Monday 13 July 2015

Friends of mine have a profoundly

disabled daughter. She can do nothing for herself. Her "guesstimated" mental age is around that of a two year old. She cannot speak but she will smile at people she recognises. Ask a simple "yes" or "no" question and you may be lucky to get an answer by her efforts to look up for "yes" and down for "no".
K and I actually get on rather well together. I have known her since she was at school. She seems pleased to see me.
K appears to like going out. She likes to watch people. They don't have to interact with her.
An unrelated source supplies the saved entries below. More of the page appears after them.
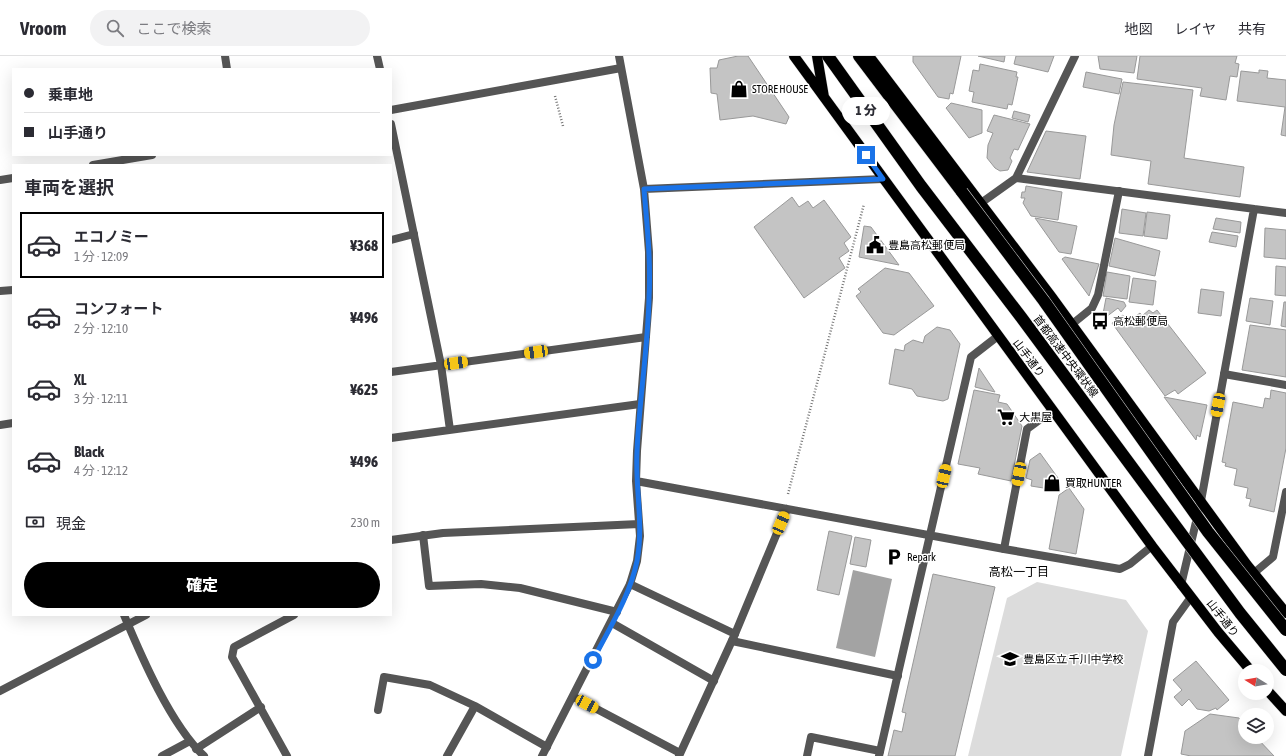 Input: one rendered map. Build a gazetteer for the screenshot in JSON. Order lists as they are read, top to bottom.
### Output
{
  "streets": {
    "highway": ["首都高速中央環状線"],
    "main road": ["山手通り"]
  },
  "districts": ["高松一丁目"],
  "places": {
    "shop": ["STORE HOUSE", "買取HUNTER"],
    "public building": ["豊島高松郵便局"],
    "bus stop": ["高松郵便局"],
    "supermarket": ["大黒屋"],
    "parking": ["Repark"],
    "school or university": ["豊島区立 千川中学校"]
  },
  "north": "left",
  "page": {
    "header": "Vroom",
    "search": "ここで検索",
    "nav": ["地図", "レイヤ", "共有"],
    "banner": ["乗車地", "山手通り"],
    "bubble": "1 分",
    "heading": "車両を選択",
    "list": [
      {
        "name": "エコノミー",
        "note": "1 分 · 12:09",
        "value": "¥368"
      },
      {
        "name": "コンフォート",
        "note": "2 分 · 12:10",
        "value": "¥496"
      },
      {
        "name": "XL",
        "note": "3 分 · 12:11",
        "value": "¥625"
      },
      {
        "name": "Black",
        "note": "4 分 · 12:12",
        "value": "¥496"
      }
    ],
    "pay": ["現金", "230 m"],
    "buttons": "確定"
  }
} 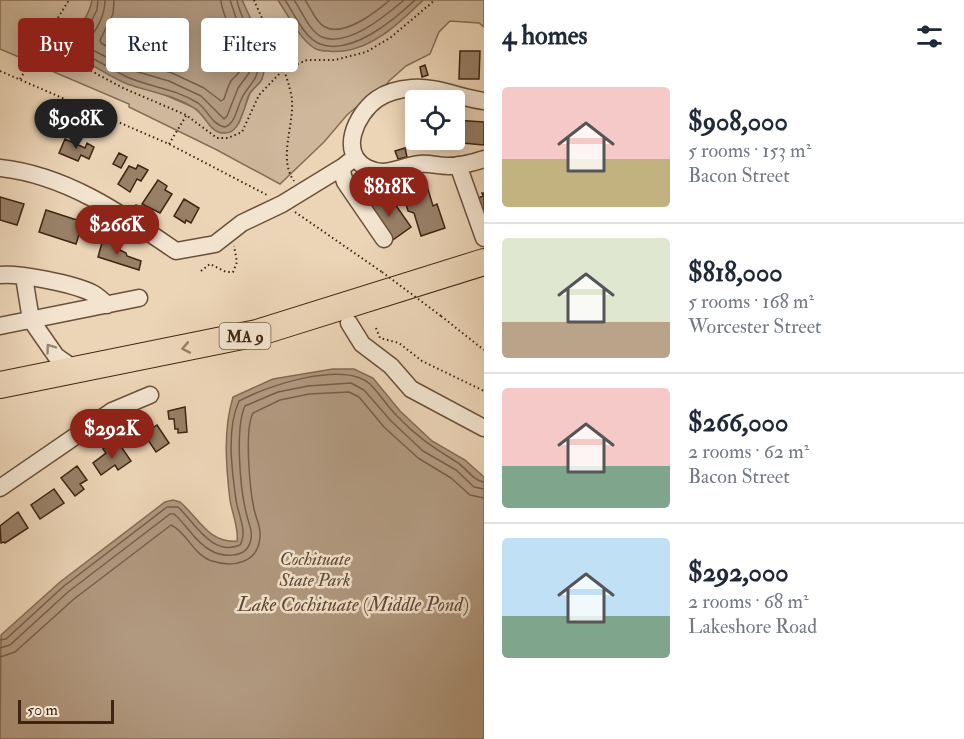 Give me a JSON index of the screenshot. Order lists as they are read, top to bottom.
{
  "streets": {
    "highway": ["MA 9"]
  },
  "water": ["Lake Cochituate (Middle Pond)"],
  "parks": ["Cochituate State Park"],
  "scale_bar": "50 m",
  "page": {
    "heading": "4 homes",
    "chip": ["Buy", "Rent", "Filters"],
    "list": [
      {
        "name": "$908,000",
        "note": "5 rooms · 153 m² · Bacon Street"
      },
      {
        "name": "$818,000",
        "note": "5 rooms · 168 m² · Worcester Street"
      },
      {
        "name": "$266,000",
        "note": "2 rooms · 62 m² · Bacon Street"
      },
      {
        "name": "$292,000",
        "note": "2 rooms · 68 m² · Lakeshore Road"
      }
    ],
    "price": [
      "$908K",
      "$818K",
      "$266K",
      "$292K"
    ],
    "scale": "50 m"
  }
} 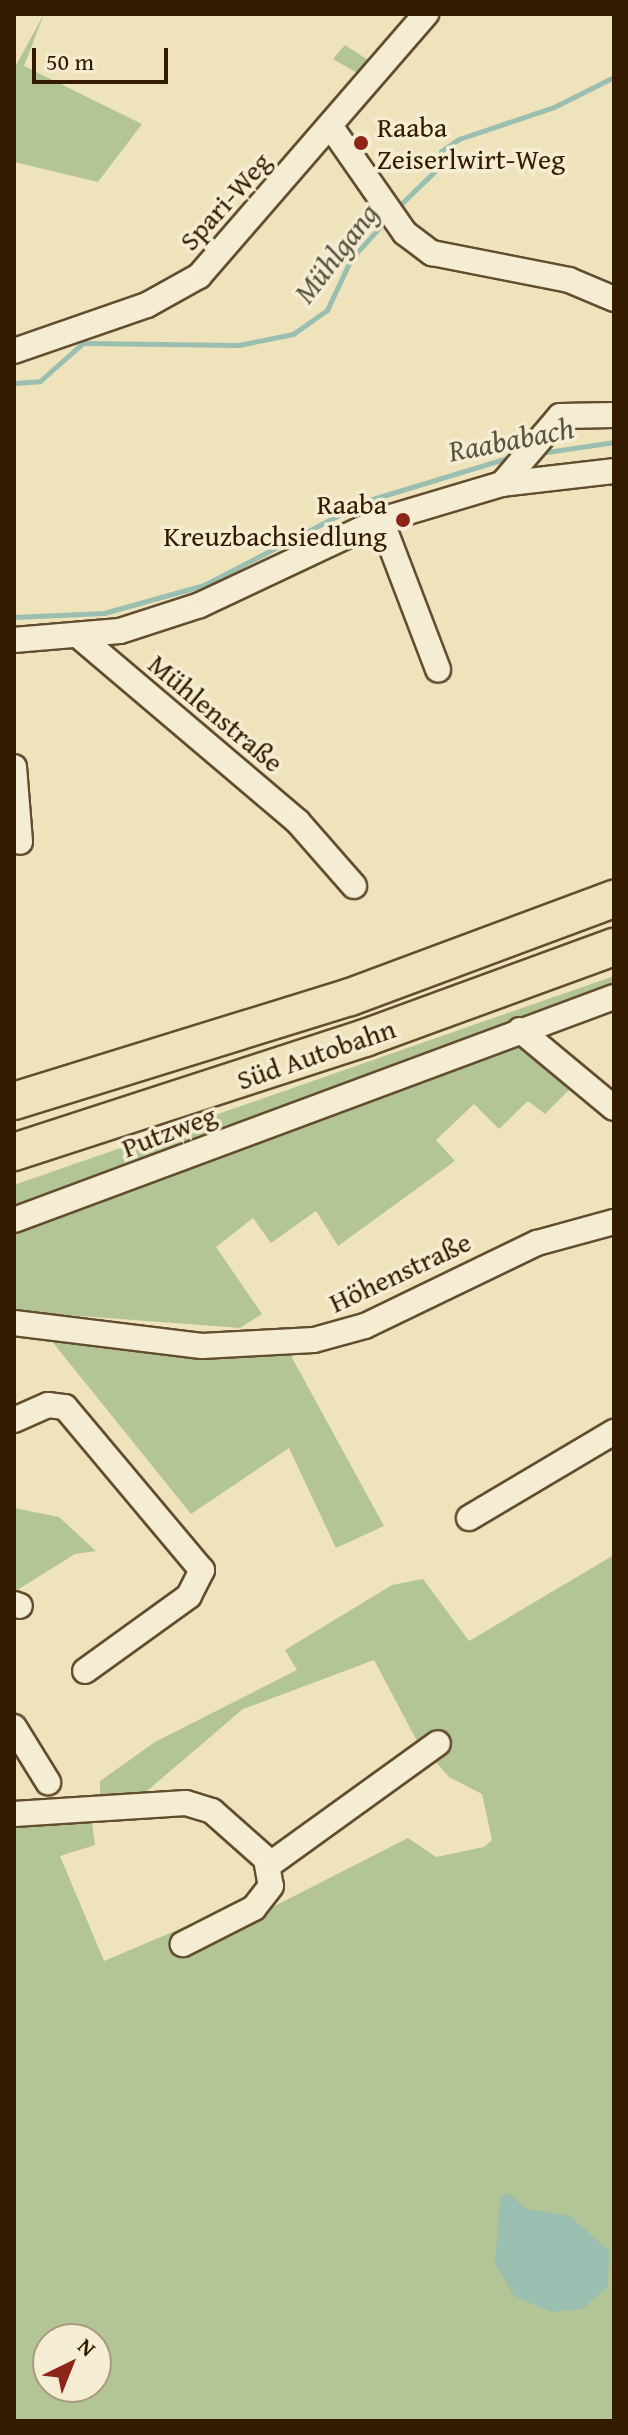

She appears content to just watch them. 
Her parents are now both in their eighties. They have been caring for her for more than forty-five years. Only in the past few years have they had any physical help. That only happened when her father went into hospital and it was clear that her mother could not manage alone. 
Oh yes, despite their requests for help, it took that to happen. They knew the next step was going to be difficult but it had to be taken. They made renewed efforts to find K accommodation that she could settle into before they can no longer care for her at all. 
Several months ago they had  it sorted. K was moving into a "group house" not far away. They could ease the transition with frequent visits and showing the staff how things like feeding and dressing are done - and yes, people need to learn how to do these things when an adult cannot chew or swallow easily and cannot assist with dressing in anyway. 
All was going well - and then another resident was introduced to the group house. He's intellectually disabled. He's mobile. He's violent. He doesn't fit with the rest of the group. He attacked K. He attacked K more than once. There are physical marks on her.  He's attacked the other residents and the staff too.
Fearful for their daughter's safety K's parents tried to negotiate changes. They are not people who make complaints easily. Over the years they have had less help than many other families because they have been willing to put up with doing things for themselves.
They were offered a choice this time, put K in solitary confinement or take K home again. 
K's entire waking day is made up of watching and listening to people, of interacting in her limited way when they have time to stop and talk to her. Solitary confinement is cruel at any time and for K it would be inhumane in the extreme. Her parents have brought her home again. They don't know when or where she will have another chance to begin a new life away from home.
The violent boy is still there. He is still disrupting the group. He apparently has some understanding of right and wrong, certainly knows that attacking K was wrong. He's been allowed to get away with bad behaviour for years. They are now supposed to be trying to "train" him out of it but the staffing of those group homes is not constant. The staff don't have the behaviour modification skills that are needed to handle him. He will go on being disruptive. Other desperate parents will move their children out.
It is the boy who needs to be isolated for a time. He needs intensive one on one training to at least reduce his behaviour to manageable levels. He needs to be introduced gradually to group living. 
It won't happen. The resources aren't there. K's parents have been told "the money isn't available". That it will cost more in the end is not a consideration.
K's happy back at home. Thankfully she doesn't understand what the problems are but her parents are sick with worry. What happens next?
We closed the institutions - and yes, some of them were dreadful places - but we have made some people even more vulnerable than before.
 

2 comments:

Carole Blake said...

That really is heartbreaking. And puzzling that they will let one resident disturb all the others, rather than deal with his behaviour.

catdownunder said...

They cannot force the family of the boy to take him home again now that they have accepted a place for him. I don't imagine his parents will want to relinquish the place they have obtained.
The authorities are supposed to ensure that residents in group houses are a suitable balance and able to get along with each other. The reality is that residents get dumped wherever there is a vacancy.